'ELÇİ ÜZERİNDEN TEHDİT MESAJI VERİLDİ'

RÖPORTAJ: AHMET BEŞENK Ak Parti eski il başkanı Avukat Aydın Altaç, hem siyasetçi, hem de avukat kimliği ile Diyarbakır’da yaşananları değerlendirdi. Altaç, Tahir Elçi cinayetinden çözüm sürecine kadar birçok konuda açıklama yaptı. İşte Aydın Altaç’ın konuşmasından bazı başlıklar.

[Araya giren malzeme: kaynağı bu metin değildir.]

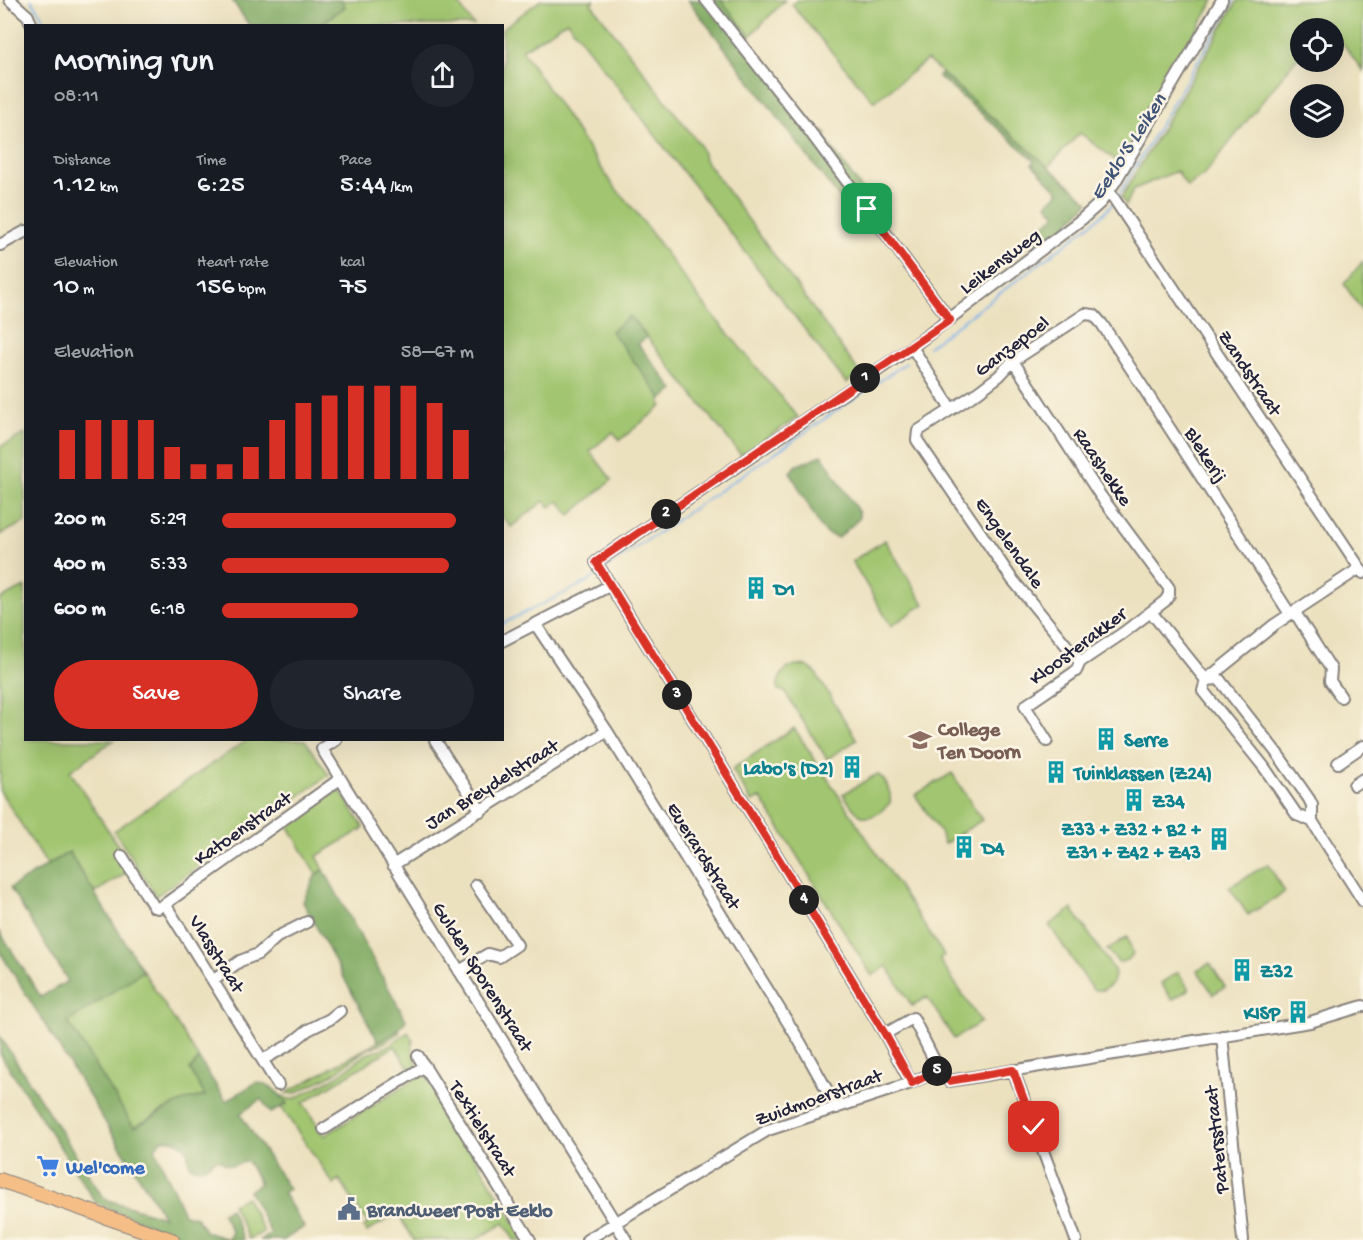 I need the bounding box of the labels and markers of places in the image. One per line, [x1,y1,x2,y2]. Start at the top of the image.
pin [841,183,892,234]
pin: 1 [850,363,880,393]
pin: 2 [651,499,681,529]
building icon: D1 [743,575,769,601]
place label: D1 [772,580,795,603]
pin: 3 [662,680,692,710]
place label: College Ten Doorn [936,720,1021,766]
building icon: Serre [1093,726,1119,752]
school or university icon: College Ten Doorn [907,727,933,753]
place label: Serre [1124,731,1169,754]
building icon: Labo's (D2) [839,754,865,780]
place label: Labo's (D2) [743,759,834,782]
building icon: Tuinklassen (Z24) [1043,759,1069,785]
place label: Tuinklassen (Z24) [1072,764,1212,787]
building icon: Z34 [1121,787,1147,813]
place label: Z34 [1152,792,1185,815]
place label: Z33 + Z32 + B2 + Z31 + Z42 + Z43 [1061,820,1201,866]
building icon: Z33 + Z32 + B2 + Z31 + Z42 + Z43 [1206,826,1232,852]
building icon: D4 [951,834,977,860]
place label: D4 [980,839,1005,862]
pin: 4 [789,885,819,915]
building icon: Z32 [1229,957,1255,983]
place label: Z32 [1260,962,1293,985]
building icon: KISP [1285,999,1311,1025]
place label: KISP [1243,1004,1281,1027]
pin: 5 [922,1056,952,1086]
pin [1008,1101,1059,1152]
supermarket icon: Wel'come [35,1153,61,1179]
place label: Wel'come [65,1158,145,1181]
public building icon: Brandweer Post Eeklo [336,1196,362,1222]
place label: Brandweer Post Eeklo [366,1201,553,1224] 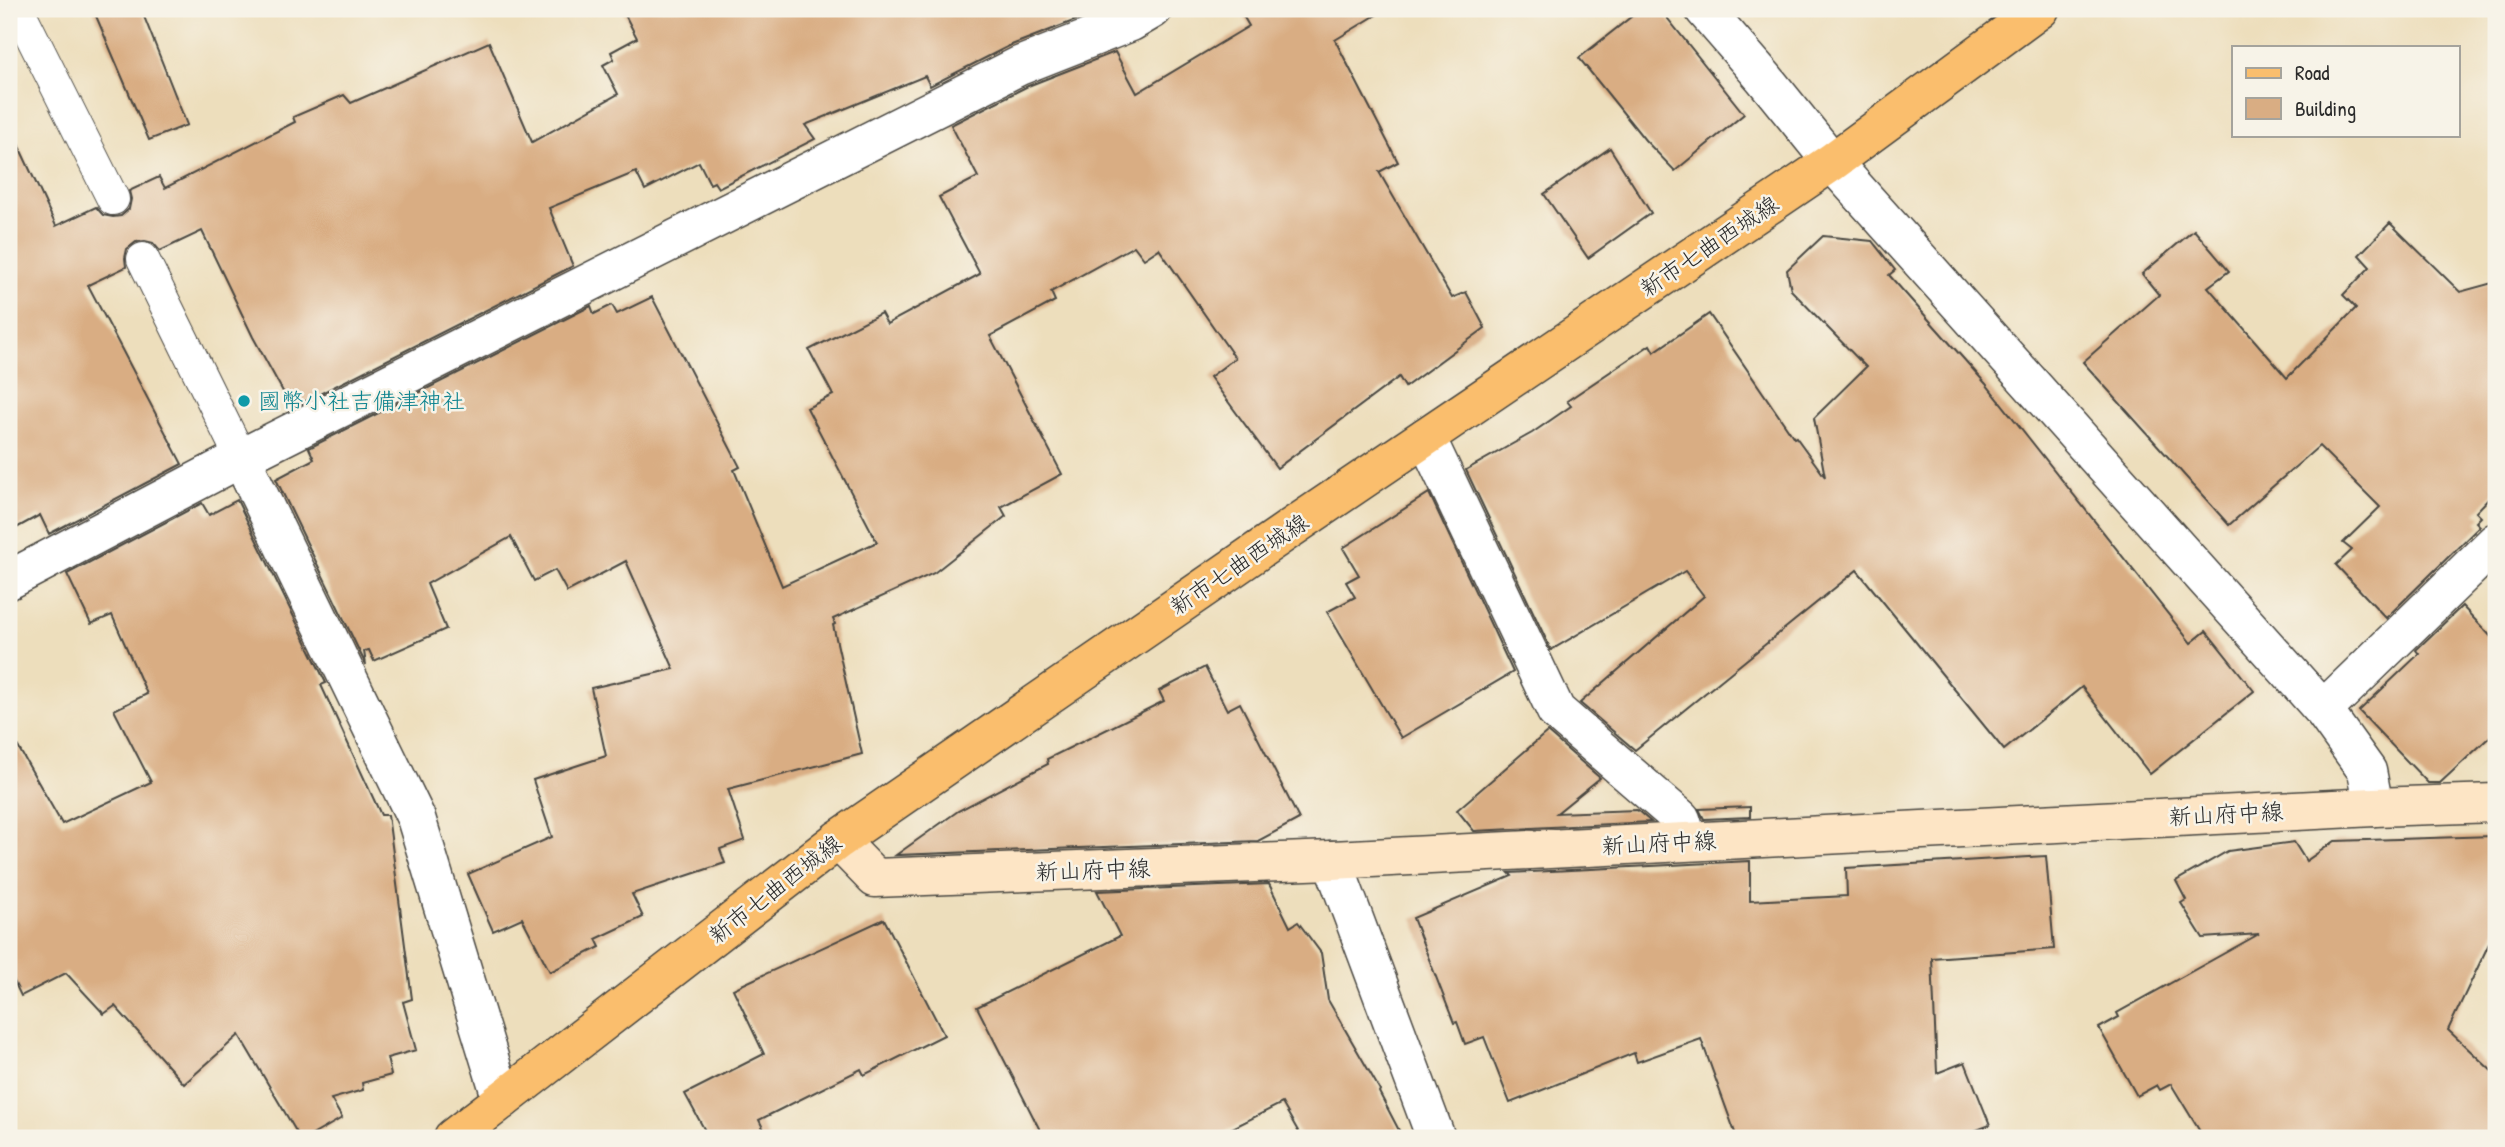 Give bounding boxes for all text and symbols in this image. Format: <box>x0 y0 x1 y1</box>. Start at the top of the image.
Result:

'ELÇİ ÜZERİNDEN TEHDİT MESAJI VERİLDİ'
 

BEŞENK: Meslektaşınız Diyarbakır Baro Başkanı Tahir Elçi, geçtiğimiz günlerde henüz net olmayan bir saldırı sonrası hayatını kaybetti. Olayın yaşanma şekli, biçimi sizlerde nasıl bir kurgu oluşturdu?

 

ALTAÇ: Tahir Elçi, baro başkanlığı dışında son derece makul, olaylara pozitif yaklaşabilen, tarafsız değerlendirebilen, olaylara hep müspet yaklaşan bir kimlikti. Bu olayı, özellikle bölgemiz açısından ve bundan sonraki süreçte sivil inisiyatifinin gelişmesi açısından ciddi bir olay olarak görüyorum. Elçi olayında yaşananlar, gerek bölgemizde, gerekse ülkemizde demokrasiden, insan haklarından, özgürlüklerden yana olan, bu şekilde tavrını ortaya koymak isteyen insanlarımıza bir anlamda tehdit unsurunun ortaya konulduğu bir olaydır. Ben bu olayın büyük bir ehemmiyet arz ettiği kanaatindeyim. Tahir Elçi’nin en son konuşmalarına baktığınızda bölgede yaşanan şiddeti, kanı, gözyaşını istemediğini dile getiren cümleleri ülkemizde yaşayan milyonlarca insanın beklentisinin dile gelmiş haliydi. Olayın bu şekilde neticelenmesi ve Tahir beyin hayatını kaybetmesi, ileriki süreçte benzer şekilde tavrını ortaya koymak isteyecek olanları da korkuya ve endişeye sevk ettirme amacı taşıyabilir. Bu olayın neticesinde bunu da görmemiz gerekir. Türkiye’de iç barıştan, kardeşkanından söz edenlerden rahatsız olalar var ve bunların dile getirenlerden de. Bence çok ciddi bir tehdit mesajı verilmiştir. Olayın fail veya faillerinin bir an önce ortaya çıkartılması gerekiyor. Oluşan netice Tahir Elçi gibi düşüncelerini net ifade eden insanlarımızın artık bundan sonraki süreç içersinde basın açıklaması yapma konusunda teredüte düşmesine, şüpheli duruma, korkulara esir düşmelerine neden olacaktır. Bu kimin işine, menfaatine gelir denilirse, bunu yaratan kesimlerin işine gelecektir. Benim buradan çağrım şu, barıştan ve kardeşlikten yana olan tüm kesimlerin Tahir Elçi ile aynı cesareti ortaya koyması ve hareketimizi devam ettirmemiz gerekir. Aksi taktirde bölgemizde çok ciddi kaos ortamı hakim olur.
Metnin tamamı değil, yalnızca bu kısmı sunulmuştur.